» **RECORDS FOR THIS TASK**:
────────────────

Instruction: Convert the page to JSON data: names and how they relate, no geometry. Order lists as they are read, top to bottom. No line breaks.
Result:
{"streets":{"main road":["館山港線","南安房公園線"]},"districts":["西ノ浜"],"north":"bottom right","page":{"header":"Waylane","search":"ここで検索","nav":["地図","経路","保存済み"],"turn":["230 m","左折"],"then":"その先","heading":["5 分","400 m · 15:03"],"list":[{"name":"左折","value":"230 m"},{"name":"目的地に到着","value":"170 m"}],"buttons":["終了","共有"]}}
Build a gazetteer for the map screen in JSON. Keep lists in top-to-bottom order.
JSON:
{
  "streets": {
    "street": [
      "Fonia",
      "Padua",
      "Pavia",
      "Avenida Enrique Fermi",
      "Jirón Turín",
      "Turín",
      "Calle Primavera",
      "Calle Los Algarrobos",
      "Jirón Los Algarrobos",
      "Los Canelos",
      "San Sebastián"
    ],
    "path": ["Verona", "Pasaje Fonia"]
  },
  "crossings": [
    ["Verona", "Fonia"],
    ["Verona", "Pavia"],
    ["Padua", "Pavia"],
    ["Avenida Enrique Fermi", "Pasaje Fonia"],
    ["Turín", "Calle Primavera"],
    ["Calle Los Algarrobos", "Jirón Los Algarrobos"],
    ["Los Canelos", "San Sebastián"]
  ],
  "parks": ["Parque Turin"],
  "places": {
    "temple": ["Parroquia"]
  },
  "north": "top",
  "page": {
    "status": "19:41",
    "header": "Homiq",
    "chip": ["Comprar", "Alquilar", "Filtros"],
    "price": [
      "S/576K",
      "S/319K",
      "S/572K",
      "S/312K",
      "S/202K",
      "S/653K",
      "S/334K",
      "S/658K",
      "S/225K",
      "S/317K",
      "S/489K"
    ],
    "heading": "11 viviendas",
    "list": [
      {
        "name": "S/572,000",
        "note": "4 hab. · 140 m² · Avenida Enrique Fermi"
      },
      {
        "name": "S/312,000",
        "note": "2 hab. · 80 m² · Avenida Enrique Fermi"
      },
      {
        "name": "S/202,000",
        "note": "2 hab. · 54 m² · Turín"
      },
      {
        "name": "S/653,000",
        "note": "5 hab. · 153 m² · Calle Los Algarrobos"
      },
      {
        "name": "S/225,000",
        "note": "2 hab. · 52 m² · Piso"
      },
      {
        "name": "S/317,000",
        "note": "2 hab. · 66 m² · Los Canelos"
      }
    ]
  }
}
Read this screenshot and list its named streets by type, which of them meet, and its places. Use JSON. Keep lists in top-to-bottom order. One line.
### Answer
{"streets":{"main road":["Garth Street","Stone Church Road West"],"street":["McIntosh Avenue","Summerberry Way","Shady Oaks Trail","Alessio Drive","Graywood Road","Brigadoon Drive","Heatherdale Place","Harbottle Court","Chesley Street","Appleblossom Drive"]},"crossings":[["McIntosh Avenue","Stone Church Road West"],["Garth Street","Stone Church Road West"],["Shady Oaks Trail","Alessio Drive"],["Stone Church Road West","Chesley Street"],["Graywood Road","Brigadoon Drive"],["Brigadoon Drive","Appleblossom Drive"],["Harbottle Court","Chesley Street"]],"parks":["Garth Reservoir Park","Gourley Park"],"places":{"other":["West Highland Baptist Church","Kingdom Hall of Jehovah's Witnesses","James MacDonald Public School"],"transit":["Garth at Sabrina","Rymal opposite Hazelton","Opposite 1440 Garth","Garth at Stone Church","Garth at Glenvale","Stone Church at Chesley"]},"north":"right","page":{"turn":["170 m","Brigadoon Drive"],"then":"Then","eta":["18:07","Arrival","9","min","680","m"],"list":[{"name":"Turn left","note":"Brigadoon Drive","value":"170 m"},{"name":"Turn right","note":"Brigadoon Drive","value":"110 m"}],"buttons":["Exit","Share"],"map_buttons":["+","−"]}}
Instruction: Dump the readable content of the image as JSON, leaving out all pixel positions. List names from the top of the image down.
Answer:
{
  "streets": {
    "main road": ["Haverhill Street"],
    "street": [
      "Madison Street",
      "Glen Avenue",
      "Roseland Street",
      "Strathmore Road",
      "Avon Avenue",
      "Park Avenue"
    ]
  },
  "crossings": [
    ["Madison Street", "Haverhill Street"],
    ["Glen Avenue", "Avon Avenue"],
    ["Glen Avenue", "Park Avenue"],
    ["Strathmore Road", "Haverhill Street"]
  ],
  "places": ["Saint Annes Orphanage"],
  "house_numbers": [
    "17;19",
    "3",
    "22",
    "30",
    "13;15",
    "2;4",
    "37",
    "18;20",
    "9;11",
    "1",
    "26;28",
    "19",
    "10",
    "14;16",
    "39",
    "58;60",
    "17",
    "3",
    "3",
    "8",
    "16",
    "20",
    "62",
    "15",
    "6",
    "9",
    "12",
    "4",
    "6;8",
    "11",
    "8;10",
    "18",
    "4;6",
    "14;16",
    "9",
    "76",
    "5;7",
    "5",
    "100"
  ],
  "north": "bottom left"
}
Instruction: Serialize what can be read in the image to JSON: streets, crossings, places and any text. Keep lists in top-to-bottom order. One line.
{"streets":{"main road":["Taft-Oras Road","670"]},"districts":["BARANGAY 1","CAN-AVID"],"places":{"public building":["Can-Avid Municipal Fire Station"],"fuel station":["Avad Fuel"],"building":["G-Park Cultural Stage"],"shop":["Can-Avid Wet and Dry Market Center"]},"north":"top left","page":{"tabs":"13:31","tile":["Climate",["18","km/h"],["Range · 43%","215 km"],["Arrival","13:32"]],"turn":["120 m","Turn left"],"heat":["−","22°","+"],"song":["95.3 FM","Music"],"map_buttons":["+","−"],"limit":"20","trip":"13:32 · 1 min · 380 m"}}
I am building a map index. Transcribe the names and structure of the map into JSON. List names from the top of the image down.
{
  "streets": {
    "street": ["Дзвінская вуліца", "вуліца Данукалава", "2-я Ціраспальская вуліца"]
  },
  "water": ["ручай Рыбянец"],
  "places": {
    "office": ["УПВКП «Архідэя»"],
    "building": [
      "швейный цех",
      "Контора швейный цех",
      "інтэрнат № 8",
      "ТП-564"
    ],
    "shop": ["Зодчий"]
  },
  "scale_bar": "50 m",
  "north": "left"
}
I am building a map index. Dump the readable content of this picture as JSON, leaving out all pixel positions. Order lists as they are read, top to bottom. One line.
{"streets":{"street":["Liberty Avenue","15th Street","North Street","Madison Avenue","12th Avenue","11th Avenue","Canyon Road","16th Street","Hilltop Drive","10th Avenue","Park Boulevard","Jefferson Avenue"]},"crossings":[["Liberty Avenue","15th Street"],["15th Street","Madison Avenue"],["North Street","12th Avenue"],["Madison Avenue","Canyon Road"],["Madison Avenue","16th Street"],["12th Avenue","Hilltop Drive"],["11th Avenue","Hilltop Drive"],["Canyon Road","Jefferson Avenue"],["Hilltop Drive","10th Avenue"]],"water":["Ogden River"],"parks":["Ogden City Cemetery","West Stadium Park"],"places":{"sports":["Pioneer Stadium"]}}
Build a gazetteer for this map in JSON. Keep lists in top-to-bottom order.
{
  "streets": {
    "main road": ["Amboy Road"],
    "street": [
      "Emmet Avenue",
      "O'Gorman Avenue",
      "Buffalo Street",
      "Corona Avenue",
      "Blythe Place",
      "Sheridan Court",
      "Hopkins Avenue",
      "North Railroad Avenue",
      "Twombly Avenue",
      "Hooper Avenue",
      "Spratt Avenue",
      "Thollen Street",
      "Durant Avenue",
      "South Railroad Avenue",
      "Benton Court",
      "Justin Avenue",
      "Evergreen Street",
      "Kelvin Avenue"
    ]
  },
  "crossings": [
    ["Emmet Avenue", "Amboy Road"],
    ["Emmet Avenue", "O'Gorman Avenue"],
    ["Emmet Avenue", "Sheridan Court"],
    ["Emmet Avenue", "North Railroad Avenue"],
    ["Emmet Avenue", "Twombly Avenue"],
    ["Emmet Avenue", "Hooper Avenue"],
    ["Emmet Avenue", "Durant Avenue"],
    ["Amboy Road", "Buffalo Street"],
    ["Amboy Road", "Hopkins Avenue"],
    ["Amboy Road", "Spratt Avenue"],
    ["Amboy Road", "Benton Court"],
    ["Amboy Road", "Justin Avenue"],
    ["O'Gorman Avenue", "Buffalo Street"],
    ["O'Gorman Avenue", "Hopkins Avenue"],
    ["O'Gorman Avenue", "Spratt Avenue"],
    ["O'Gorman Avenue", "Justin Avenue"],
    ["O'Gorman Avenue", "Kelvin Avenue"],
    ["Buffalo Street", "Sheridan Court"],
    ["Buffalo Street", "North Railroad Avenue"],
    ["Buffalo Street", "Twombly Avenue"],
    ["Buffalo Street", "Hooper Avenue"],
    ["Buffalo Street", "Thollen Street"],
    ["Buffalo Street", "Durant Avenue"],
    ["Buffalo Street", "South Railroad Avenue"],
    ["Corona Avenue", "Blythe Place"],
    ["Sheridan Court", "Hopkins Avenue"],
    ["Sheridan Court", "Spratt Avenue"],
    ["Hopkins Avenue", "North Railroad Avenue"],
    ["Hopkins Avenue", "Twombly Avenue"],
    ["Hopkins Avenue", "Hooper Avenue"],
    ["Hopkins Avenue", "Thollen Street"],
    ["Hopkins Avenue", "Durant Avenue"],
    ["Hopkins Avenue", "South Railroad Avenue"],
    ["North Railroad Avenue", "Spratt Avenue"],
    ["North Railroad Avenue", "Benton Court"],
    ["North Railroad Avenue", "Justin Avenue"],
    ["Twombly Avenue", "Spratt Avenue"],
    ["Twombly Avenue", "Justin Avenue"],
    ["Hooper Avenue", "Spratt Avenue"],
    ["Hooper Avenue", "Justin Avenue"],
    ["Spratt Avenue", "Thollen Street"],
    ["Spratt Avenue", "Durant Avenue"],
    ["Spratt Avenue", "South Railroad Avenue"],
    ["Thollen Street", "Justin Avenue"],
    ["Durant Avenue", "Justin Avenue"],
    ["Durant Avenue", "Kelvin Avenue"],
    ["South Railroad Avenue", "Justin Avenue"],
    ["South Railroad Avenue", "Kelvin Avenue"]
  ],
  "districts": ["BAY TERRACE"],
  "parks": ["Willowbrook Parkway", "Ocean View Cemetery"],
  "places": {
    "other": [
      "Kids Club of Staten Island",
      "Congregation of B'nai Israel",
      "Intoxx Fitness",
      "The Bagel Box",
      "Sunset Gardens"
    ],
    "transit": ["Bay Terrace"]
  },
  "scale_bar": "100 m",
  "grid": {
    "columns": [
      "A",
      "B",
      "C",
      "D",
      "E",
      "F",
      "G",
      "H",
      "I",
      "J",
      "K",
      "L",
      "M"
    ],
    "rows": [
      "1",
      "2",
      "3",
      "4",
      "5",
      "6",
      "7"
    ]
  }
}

────────────────

» **PROBLEM TO WORK ON**: Your answer should be a single number: the count of lines in the records that contain "bottom".

» **RESULT OF THIS EXERCISE**: 8